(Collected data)
^^^^
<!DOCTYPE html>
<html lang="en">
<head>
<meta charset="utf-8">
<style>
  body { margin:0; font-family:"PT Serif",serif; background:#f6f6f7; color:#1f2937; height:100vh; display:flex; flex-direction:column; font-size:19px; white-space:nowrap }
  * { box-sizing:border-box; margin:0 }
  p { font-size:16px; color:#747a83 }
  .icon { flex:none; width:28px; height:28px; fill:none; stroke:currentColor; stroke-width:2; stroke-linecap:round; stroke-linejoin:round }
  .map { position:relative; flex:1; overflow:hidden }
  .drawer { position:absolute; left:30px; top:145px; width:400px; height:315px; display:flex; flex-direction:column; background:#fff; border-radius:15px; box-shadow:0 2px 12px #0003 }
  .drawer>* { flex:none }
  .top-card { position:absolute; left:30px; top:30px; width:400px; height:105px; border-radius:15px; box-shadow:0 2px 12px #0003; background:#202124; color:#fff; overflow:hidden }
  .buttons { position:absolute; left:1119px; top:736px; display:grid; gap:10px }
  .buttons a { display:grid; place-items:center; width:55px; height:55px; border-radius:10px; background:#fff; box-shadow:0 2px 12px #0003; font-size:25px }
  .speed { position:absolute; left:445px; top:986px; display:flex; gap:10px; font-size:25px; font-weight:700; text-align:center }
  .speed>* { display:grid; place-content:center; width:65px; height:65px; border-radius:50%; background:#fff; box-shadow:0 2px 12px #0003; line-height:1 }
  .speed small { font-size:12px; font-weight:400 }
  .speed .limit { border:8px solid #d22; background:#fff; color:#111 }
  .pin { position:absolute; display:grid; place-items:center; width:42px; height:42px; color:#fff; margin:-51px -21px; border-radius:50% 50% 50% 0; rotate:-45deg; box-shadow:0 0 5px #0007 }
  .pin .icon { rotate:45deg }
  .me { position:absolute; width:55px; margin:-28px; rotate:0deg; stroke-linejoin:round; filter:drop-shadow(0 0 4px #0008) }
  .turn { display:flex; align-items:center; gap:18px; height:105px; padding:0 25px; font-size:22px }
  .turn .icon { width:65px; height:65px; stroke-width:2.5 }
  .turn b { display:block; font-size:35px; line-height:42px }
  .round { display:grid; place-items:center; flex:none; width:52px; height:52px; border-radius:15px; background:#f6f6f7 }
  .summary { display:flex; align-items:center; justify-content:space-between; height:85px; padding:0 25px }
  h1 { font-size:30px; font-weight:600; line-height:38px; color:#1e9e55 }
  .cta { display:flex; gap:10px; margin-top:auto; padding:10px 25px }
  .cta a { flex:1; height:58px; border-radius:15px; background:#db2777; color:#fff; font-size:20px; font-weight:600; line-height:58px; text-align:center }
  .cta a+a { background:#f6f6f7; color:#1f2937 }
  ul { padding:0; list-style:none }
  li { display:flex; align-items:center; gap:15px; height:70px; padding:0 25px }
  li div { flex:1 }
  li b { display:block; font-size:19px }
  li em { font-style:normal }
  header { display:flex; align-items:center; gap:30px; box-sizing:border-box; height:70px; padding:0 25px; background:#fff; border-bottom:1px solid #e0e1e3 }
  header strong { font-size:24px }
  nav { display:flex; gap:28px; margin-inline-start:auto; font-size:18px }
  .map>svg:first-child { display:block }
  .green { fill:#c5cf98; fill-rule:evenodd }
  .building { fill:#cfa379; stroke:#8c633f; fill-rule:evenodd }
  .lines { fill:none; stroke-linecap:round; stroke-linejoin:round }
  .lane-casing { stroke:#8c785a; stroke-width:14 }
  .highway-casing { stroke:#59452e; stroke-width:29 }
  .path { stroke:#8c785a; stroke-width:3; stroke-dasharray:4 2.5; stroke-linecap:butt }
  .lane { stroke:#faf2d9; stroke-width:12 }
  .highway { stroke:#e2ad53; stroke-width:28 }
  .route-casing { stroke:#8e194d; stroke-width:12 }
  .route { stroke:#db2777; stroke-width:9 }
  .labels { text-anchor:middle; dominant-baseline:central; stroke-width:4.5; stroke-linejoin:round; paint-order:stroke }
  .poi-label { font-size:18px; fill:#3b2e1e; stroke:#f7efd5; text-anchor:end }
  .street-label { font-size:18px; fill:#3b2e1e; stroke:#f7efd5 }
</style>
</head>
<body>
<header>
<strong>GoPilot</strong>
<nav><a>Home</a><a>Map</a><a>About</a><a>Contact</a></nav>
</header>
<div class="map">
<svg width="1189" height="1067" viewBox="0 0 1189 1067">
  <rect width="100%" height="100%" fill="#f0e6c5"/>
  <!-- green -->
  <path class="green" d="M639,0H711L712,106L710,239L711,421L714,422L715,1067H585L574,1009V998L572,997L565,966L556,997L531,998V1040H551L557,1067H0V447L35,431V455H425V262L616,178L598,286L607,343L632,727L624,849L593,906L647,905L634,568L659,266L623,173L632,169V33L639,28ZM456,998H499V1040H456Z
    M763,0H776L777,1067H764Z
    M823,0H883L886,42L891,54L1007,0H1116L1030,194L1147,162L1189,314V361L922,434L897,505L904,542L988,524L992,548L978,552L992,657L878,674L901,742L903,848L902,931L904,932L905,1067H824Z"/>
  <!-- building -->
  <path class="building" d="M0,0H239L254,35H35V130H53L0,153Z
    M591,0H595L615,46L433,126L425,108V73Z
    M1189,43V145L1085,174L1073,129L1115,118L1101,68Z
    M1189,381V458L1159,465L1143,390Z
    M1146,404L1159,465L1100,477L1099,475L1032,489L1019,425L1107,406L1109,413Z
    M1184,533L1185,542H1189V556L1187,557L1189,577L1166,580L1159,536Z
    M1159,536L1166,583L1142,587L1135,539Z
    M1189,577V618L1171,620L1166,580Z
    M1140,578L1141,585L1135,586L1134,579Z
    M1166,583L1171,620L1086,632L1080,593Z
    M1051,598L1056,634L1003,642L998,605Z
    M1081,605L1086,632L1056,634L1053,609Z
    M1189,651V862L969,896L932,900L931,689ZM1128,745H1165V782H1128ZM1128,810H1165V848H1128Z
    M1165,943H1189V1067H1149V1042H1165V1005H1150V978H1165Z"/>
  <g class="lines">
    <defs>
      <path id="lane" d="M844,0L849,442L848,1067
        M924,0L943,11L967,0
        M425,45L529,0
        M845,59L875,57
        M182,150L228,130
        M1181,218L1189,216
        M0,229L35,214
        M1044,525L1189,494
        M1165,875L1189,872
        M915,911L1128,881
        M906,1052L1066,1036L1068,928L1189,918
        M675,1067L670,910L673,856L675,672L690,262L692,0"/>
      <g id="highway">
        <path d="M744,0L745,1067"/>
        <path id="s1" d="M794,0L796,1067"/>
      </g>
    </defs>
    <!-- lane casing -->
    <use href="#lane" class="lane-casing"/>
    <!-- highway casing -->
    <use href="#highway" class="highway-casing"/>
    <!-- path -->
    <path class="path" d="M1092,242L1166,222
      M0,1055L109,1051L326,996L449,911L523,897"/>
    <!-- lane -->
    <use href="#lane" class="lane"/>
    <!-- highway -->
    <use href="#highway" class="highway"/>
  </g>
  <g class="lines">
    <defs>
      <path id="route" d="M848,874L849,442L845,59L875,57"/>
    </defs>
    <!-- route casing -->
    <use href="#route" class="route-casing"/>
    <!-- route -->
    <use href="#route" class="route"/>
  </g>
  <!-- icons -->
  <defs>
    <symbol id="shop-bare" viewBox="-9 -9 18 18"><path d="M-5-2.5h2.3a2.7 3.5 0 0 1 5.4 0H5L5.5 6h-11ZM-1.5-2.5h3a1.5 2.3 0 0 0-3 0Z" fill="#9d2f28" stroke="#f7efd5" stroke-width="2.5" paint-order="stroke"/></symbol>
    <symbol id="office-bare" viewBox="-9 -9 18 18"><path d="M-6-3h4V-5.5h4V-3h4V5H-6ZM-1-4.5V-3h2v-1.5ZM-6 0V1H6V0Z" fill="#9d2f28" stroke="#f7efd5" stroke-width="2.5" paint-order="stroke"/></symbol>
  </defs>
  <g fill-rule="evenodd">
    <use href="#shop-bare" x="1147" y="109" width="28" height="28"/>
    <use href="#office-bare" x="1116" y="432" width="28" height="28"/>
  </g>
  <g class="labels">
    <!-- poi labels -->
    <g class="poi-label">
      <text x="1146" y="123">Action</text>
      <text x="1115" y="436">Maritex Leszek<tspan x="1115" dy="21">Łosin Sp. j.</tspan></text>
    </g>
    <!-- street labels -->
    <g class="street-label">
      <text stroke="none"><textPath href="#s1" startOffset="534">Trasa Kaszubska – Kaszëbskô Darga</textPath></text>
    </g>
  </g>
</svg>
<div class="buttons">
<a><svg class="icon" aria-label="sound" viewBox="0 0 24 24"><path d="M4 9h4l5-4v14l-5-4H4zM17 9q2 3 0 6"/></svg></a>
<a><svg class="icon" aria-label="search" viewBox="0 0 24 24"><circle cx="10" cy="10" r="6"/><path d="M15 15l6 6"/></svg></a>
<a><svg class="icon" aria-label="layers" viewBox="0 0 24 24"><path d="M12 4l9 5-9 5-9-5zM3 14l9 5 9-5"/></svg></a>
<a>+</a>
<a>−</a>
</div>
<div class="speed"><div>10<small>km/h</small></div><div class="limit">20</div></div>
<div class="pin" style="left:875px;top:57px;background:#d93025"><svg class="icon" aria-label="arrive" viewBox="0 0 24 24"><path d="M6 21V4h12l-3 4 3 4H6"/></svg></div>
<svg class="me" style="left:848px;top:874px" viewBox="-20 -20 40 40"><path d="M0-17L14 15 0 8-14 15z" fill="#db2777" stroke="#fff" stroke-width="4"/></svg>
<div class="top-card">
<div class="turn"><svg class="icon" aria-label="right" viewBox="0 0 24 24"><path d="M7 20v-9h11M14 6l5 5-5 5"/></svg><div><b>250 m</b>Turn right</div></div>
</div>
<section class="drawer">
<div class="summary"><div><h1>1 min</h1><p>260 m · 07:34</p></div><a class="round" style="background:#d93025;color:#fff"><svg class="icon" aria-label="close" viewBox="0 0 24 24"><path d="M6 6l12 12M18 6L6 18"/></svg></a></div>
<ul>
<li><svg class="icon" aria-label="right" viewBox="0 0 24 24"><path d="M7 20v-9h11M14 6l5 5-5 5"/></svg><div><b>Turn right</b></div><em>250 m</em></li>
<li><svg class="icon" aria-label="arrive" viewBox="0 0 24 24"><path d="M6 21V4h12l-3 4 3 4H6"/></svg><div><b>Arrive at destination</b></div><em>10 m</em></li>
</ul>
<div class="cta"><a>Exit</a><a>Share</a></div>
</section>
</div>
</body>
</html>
^^^^
In the answer, the lines from the first line of the data above through the line containing "background:#f6f6f7; color:#1f2937; height:100vh;" must appear exactly as written, with nothing else.

## Solution to this exercise
<!DOCTYPE html>
<html lang="en">
<head>
<meta charset="utf-8">
<style>
  body { margin:0; font-family:"PT Serif",serif; background:#f6f6f7; color:#1f2937; height:100vh; display:flex; flex-direction:column; font-size:19px; white-space:nowrap }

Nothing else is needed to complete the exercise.